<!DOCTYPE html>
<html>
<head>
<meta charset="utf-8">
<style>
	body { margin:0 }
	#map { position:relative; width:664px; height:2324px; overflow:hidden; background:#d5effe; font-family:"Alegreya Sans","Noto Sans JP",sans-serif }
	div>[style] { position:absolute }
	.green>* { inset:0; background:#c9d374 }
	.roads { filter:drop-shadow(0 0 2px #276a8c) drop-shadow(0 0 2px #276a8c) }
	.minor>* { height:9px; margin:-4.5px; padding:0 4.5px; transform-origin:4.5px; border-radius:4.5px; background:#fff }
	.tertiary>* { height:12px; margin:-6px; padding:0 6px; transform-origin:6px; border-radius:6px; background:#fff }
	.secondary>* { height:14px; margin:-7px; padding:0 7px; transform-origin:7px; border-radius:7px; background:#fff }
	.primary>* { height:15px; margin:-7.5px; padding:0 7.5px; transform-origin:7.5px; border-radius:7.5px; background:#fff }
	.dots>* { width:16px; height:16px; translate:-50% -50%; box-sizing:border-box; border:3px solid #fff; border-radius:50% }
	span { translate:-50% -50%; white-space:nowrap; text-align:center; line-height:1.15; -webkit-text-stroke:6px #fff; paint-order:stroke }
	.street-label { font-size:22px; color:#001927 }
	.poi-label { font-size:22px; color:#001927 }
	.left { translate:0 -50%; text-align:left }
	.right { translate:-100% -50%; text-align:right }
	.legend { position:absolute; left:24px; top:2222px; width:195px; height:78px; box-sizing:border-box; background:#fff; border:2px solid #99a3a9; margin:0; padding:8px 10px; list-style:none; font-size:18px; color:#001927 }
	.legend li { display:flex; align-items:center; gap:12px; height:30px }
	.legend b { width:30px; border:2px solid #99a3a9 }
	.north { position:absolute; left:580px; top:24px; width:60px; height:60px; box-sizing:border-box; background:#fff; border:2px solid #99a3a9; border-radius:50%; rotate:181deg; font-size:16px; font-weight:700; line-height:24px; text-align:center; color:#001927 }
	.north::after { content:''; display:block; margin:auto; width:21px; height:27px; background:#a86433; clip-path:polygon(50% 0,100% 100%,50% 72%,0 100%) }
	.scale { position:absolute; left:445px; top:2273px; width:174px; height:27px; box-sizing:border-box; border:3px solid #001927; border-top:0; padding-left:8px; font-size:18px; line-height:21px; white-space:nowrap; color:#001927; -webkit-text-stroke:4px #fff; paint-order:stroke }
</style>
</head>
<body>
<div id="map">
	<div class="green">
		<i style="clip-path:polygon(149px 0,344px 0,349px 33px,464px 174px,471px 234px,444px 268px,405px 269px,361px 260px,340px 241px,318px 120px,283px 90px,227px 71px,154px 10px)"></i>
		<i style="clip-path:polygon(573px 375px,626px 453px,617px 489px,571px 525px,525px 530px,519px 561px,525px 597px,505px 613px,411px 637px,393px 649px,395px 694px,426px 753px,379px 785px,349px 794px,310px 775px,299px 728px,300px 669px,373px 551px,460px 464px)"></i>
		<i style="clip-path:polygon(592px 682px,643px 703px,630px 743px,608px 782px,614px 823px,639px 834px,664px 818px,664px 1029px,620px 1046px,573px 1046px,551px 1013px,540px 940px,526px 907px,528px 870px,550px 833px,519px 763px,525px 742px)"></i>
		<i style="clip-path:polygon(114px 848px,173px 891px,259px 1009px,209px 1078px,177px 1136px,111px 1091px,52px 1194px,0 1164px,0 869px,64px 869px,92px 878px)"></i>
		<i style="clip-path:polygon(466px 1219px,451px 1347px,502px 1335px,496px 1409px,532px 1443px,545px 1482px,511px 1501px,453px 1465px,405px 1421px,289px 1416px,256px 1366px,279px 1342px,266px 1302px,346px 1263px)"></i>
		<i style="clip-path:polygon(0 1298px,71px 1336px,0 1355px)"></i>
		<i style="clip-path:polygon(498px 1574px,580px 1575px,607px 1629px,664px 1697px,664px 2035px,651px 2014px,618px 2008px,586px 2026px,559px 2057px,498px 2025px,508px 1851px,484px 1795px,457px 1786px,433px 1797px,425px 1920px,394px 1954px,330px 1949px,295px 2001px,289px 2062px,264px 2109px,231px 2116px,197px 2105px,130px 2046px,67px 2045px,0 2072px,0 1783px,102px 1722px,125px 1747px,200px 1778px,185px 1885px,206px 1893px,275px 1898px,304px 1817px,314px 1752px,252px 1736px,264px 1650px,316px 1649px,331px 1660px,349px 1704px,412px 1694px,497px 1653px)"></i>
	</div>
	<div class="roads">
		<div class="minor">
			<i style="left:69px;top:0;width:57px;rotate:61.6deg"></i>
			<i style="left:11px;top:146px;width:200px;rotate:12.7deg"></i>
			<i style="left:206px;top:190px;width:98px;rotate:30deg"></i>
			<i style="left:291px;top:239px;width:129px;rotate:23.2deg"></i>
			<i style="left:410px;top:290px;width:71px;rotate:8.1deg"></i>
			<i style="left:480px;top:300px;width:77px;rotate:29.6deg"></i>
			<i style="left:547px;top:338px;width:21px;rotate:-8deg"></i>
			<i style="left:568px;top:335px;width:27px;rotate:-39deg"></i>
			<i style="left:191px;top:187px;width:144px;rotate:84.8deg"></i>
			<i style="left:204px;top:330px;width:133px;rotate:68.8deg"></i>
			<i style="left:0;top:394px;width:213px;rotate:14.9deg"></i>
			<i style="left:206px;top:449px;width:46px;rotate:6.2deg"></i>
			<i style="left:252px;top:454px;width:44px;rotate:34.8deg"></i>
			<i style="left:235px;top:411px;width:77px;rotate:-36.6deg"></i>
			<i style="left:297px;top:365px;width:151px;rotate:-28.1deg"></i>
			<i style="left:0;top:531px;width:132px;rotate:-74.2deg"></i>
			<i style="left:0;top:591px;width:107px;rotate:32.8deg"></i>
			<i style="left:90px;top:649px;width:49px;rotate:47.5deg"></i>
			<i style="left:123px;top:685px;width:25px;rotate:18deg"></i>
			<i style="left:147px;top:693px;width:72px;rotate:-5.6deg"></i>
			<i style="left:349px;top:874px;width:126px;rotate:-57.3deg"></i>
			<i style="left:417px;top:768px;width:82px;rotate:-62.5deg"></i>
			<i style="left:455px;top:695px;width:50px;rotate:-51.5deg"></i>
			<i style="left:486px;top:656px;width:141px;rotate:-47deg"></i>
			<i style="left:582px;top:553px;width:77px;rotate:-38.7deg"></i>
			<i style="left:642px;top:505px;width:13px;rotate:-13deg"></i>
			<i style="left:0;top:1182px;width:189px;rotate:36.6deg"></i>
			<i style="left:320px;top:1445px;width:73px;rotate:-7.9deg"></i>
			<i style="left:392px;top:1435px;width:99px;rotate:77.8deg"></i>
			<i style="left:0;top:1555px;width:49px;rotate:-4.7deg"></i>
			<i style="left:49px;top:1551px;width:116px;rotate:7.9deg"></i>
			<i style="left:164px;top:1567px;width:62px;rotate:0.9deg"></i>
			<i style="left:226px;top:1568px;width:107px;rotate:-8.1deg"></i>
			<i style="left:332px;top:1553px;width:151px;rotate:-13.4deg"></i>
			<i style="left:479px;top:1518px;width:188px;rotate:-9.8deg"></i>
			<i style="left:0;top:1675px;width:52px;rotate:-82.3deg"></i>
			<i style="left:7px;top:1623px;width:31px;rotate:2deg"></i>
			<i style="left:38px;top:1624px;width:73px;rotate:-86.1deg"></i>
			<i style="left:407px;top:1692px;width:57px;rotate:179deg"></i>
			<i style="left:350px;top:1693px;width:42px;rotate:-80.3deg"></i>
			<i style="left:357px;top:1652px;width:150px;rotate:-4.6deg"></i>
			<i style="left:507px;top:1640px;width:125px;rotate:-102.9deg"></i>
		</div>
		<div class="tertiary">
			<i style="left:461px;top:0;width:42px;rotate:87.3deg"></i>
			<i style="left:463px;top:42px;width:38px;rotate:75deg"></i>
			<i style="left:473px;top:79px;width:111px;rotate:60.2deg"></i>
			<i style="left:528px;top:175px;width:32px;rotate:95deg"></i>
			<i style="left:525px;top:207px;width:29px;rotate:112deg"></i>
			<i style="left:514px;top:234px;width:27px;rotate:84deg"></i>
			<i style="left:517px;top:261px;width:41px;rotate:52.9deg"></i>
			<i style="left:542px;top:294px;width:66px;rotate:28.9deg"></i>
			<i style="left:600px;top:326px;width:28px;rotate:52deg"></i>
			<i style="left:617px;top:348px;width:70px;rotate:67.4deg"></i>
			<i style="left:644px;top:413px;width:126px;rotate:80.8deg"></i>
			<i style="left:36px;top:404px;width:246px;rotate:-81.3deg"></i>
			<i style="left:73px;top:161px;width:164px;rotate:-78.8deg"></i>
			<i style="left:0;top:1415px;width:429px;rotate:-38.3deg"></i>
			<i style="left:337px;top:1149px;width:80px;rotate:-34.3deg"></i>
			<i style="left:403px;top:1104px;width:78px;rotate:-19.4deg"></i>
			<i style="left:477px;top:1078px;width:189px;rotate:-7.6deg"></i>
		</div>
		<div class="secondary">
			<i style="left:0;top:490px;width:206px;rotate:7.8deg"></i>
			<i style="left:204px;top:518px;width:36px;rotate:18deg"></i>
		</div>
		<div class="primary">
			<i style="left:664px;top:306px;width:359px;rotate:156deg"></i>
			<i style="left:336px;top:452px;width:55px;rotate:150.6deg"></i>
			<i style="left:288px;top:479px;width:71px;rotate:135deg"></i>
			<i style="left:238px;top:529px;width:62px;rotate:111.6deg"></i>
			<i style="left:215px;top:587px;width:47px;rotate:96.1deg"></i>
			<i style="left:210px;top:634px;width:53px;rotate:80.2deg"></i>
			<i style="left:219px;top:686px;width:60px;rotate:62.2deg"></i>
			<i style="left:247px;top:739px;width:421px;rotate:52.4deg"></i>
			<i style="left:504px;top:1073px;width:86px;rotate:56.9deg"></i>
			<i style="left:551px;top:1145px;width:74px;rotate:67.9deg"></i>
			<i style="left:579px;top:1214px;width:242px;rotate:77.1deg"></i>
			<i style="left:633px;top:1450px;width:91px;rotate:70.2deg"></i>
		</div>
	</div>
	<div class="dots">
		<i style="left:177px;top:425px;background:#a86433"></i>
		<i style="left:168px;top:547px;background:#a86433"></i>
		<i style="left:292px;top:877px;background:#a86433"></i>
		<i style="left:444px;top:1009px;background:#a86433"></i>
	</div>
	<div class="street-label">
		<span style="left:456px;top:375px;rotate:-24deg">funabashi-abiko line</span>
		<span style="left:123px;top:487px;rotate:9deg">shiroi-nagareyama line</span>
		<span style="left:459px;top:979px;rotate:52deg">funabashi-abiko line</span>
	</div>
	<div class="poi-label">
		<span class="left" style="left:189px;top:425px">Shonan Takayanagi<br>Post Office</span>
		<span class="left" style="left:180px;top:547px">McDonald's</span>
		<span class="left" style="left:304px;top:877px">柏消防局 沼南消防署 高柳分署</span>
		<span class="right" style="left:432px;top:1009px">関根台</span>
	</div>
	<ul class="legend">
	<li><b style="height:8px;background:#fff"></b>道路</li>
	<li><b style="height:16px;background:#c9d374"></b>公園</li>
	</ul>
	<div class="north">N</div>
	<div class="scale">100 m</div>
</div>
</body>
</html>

EXERCISE: Your task is to restate, word for word, the lines from the beginning of the records to the line with "position:absolute; left:24px; top:2222px;", inclusive.

YOUR RESPONSE:
<!DOCTYPE html>
<html>
<head>
<meta charset="utf-8">
<style>
	body { margin:0 }
	#map { position:relative; width:664px; height:2324px; overflow:hidden; background:#d5effe; font-family:"Alegreya Sans","Noto Sans JP",sans-serif }
	div>[style] { position:absolute }
	.green>* { inset:0; background:#c9d374 }
	.roads { filter:drop-shadow(0 0 2px #276a8c) drop-shadow(0 0 2px #276a8c) }
	.minor>* { height:9px; margin:-4.5px; padding:0 4.5px; transform-origin:4.5px; border-radius:4.5px; background:#fff }
	.tertiary>* { height:12px; margin:-6px; padding:0 6px; transform-origin:6px; border-radius:6px; background:#fff }
	.secondary>* { height:14px; margin:-7px; padding:0 7px; transform-origin:7px; border-radius:7px; background:#fff }
	.primary>* { height:15px; margin:-7.5px; padding:0 7.5px; transform-origin:7.5px; border-radius:7.5px; background:#fff }
	.dots>* { width:16px; height:16px; translate:-50% -50%; box-sizing:border-box; border:3px solid #fff; border-radius:50% }
	span { translate:-50% -50%; white-space:nowrap; text-align:center; line-height:1.15; -webkit-text-stroke:6px #fff; paint-order:stroke }
	.street-label { font-size:22px; color:#001927 }
	.poi-label { font-size:22px; color:#001927 }
	.left { translate:0 -50%; text-align:left }
	.right { translate:-100% -50%; text-align:right }
	.legend { position:absolute; left:24px; top:2222px; width:195px; height:78px; box-sizing:border-box; background:#fff; border:2px solid #99a3a9; margin:0; padding:8px 10px; list-style:none; font-size:18px; color:#001927 }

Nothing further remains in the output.